For every entry that follows, return an identical copy.

Start of Block

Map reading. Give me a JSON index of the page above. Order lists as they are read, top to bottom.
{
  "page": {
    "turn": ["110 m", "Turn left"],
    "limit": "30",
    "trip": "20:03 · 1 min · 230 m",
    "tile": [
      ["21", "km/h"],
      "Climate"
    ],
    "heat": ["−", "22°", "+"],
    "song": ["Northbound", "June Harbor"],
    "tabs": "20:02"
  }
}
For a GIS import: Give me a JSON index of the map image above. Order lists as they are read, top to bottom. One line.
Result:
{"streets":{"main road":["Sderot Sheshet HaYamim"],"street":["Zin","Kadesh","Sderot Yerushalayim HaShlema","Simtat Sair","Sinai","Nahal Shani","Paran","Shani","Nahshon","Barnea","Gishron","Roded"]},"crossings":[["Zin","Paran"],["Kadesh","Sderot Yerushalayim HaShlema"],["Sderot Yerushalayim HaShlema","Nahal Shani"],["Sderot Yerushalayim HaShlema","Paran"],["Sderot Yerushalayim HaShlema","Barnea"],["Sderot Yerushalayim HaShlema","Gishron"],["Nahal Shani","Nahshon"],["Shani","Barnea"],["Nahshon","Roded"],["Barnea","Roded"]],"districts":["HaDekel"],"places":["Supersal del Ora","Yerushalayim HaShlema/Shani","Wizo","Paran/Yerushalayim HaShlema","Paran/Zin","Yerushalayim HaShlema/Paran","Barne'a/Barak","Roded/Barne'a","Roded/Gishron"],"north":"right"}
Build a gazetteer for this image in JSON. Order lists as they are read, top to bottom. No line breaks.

End of Block

*Reply*.
Map reading. Give me a JSON index of the page above. Order lists as they are read, top to bottom.
{
  "page": {
    "turn": ["110 m", "Turn left"],
    "limit": "30",
    "trip": "20:03 · 1 min · 230 m",
    "tile": [
      ["21", "km/h"],
      "Climate"
    ],
    "heat": ["−", "22°", "+"],
    "song": ["Northbound", "June Harbor"],
    "tabs": "20:02"
  }
}
For a GIS import: Give me a JSON index of the map image above. Order lists as they are read, top to bottom. One line.
Result:
{"streets":{"main road":["Sderot Sheshet HaYamim"],"street":["Zin","Kadesh","Sderot Yerushalayim HaShlema","Simtat Sair","Sinai","Nahal Shani","Paran","Shani","Nahshon","Barnea","Gishron","Roded"]},"crossings":[["Zin","Paran"],["Kadesh","Sderot Yerushalayim HaShlema"],["Sderot Yerushalayim HaShlema","Nahal Shani"],["Sderot Yerushalayim HaShlema","Paran"],["Sderot Yerushalayim HaShlema","Barnea"],["Sderot Yerushalayim HaShlema","Gishron"],["Nahal Shani","Nahshon"],["Shani","Barnea"],["Nahshon","Roded"],["Barnea","Roded"]],"districts":["HaDekel"],"places":["Supersal del Ora","Yerushalayim HaShlema/Shani","Wizo","Paran/Yerushalayim HaShlema","Paran/Zin","Yerushalayim HaShlema/Paran","Barne'a/Barak","Roded/Barne'a","Roded/Gishron"],"north":"right"}
Build a gazetteer for this image in JSON. Order lists as they are read, top to bottom. No line breaks.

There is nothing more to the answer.